Submitted to: Animal Genetics
Publication Type: Peer Reviewed Journal
Publication Acceptance Date: 3/9/2005
Publication Date: 3/9/2005
Citation: Coulibaly, I., Gharbi, K., Danzmann, R., Yao, J., Rexroad III, C.E. 2005. Characterization and comparison of microsatellites derived from repeat-enriched libraries and expressed sequence tags. Animal Genetics 36, 309-315.
Interpretive Summary: The genetic improvement of agriculturally important species is enhanced by the use of DNA marker technologies such as genetic mapping. The development of genetic maps for rainbow trout is facilitating the identification of genes affecting traits important to aquaculture production. We report the development and characterization of DNA markers for rainbow trout created from gene sequences. We compared these markers to others generated from non-gene sequences with respect to polymorphism, heterozygosity, and ability to classify salmonid species in terms of evolutionary divergence. This information will increase the marker densities on salmonid genetic maps and facilitate extraction of comparative information from genomes of other species. This information will ultimately aid scientists in the identification of genes affecting aquaculture production traits.
Technical Abstract: We performed a comparison of allelic variation between rainbow trout (Oncorhynchus mykiss) microsatellite markers developed from expressed sequence tag (EST) data and anonymous markers identified from repeat-enriched libraries constructed from genomic DNA. A subset of 70 markers (37 and 33, respectively) was characterized with respect to polymorphism information content (PIC), number of alleles, repeat number, locus duplication within the genome and ability to amplify in other salmonid species.
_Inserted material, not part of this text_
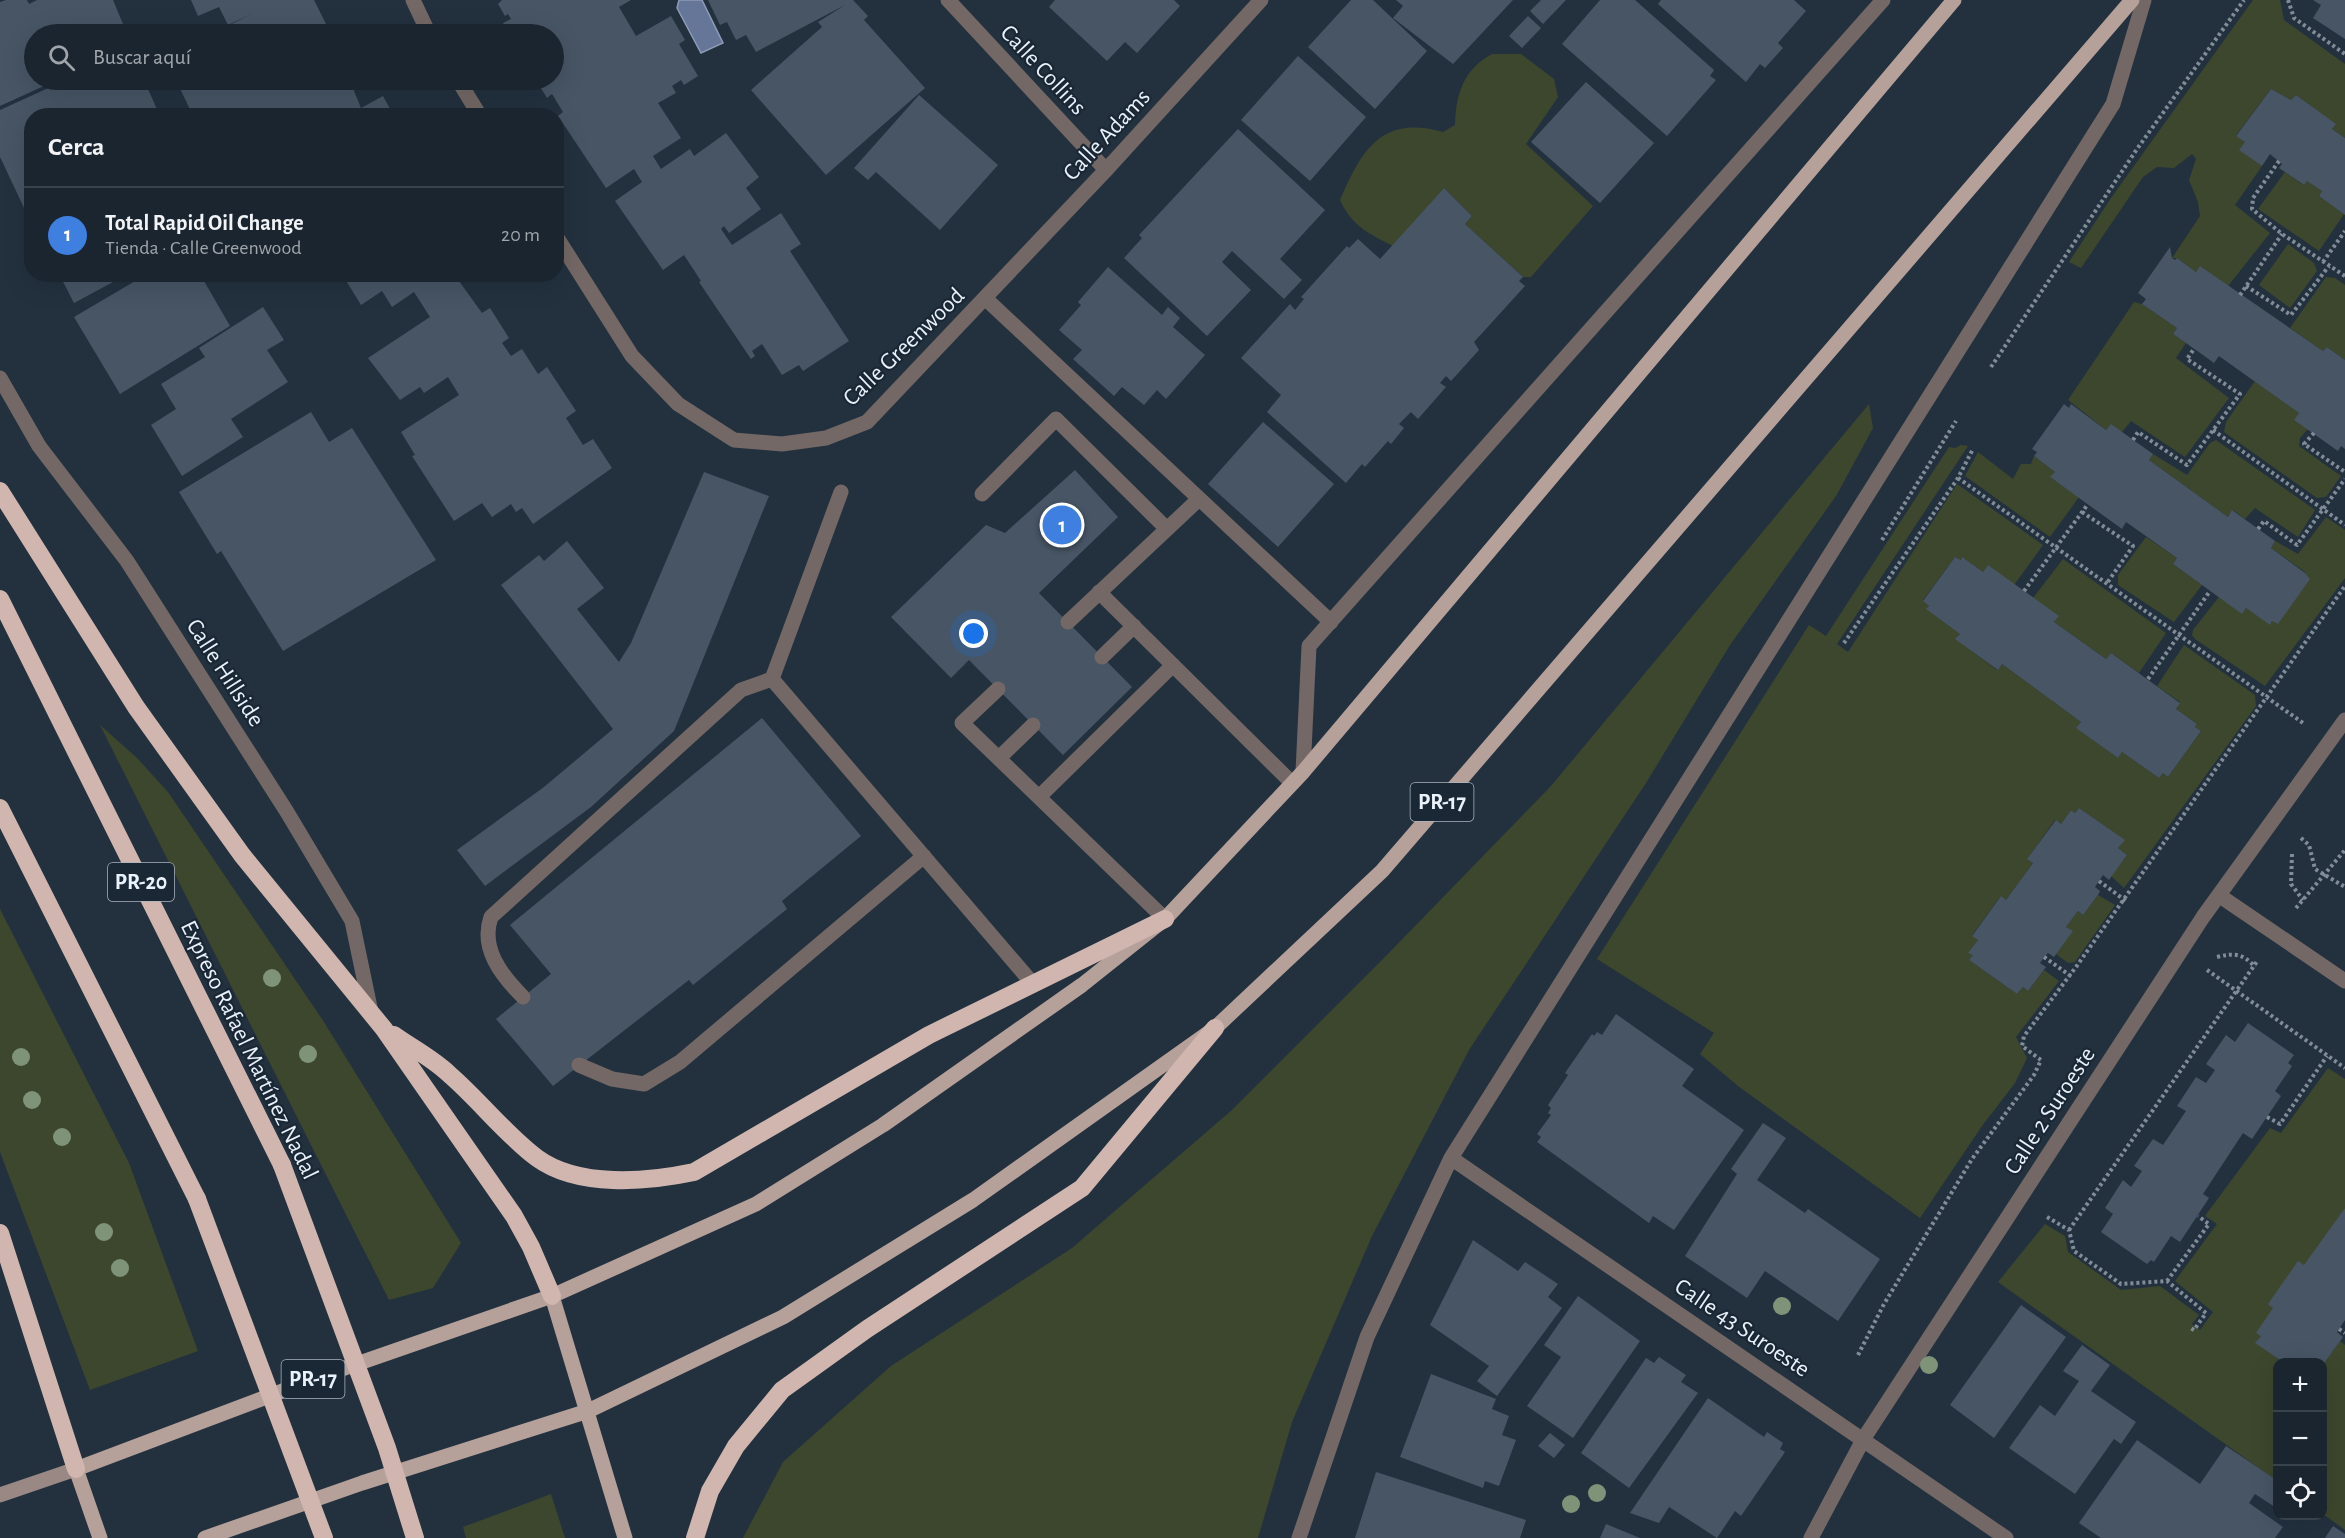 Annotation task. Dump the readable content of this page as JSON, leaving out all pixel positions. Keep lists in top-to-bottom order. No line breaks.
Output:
{"streets":{"highway":["PR-20","Expreso Rafael Martínez Nadal"],"main road":["PR-17"],"street":["Calle Collins","Calle Adams","Calle Greenwood","Calle Hillside","Calle 2 Suroeste","Calle 43 Suroeste"]},"crossings":[["Calle Collins","Calle Adams"],["Calle Adams","Calle Greenwood"],["Calle 2 Suroeste","Calle 43 Suroeste"]],"page":{"search":"Buscar aquí","heading":"Cerca","list":[{"mark":"1","name":"Total Rapid Oil Change","note":"Tienda · Calle Greenwood","value":"20 m"}],"pins":"1","map_buttons":["+","−"]}} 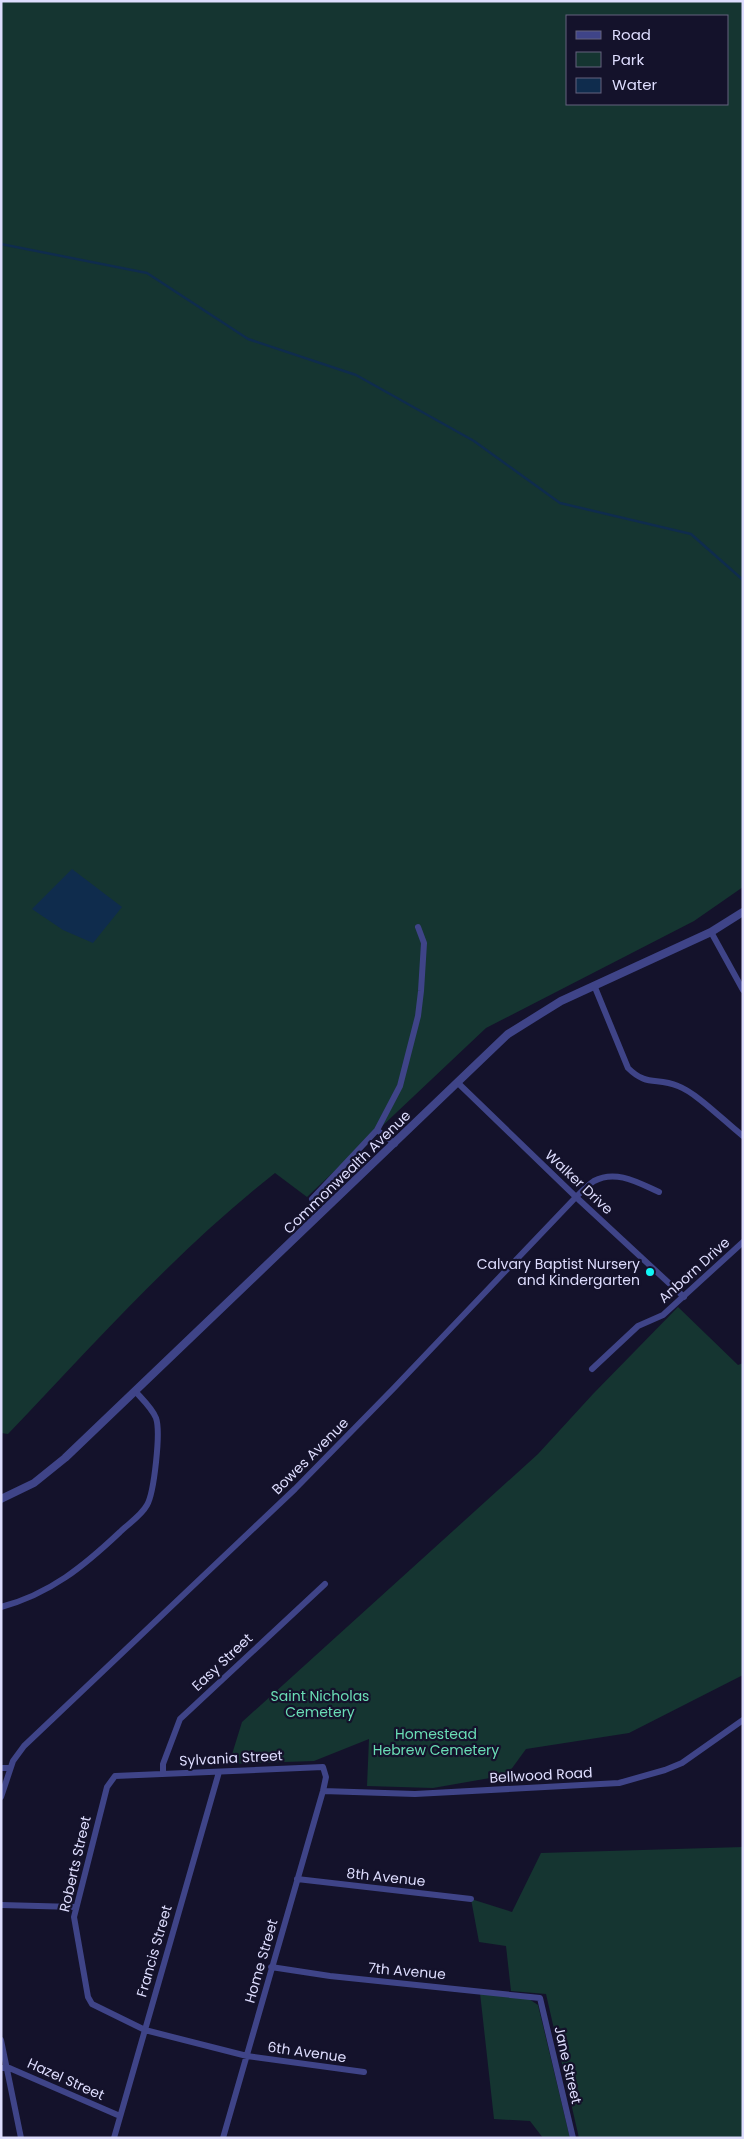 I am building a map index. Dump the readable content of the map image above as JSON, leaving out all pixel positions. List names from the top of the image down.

Higher polymorphism information content (PIC) was detected in dinucleotide microsatellites derived from ESTs than anonymous markers (72.7% vs. 54.0%). In contrast, dinucleotide repeat numbers were higher for anonymous microsatellites than for EST derived microsatellites (27.4 vs. 18.1). A higher rate of cross-species amplification was observed for EST microsatellites. Approximately half of each marker type was duplicated within the genome. Unlike single-copy markers, amplification of duplicated microsatellites in other salmonids was not correlated to phylogenetic distance. Genomic microsatellites proved more useful than EST derived microsatellites in discriminating among the salmonids.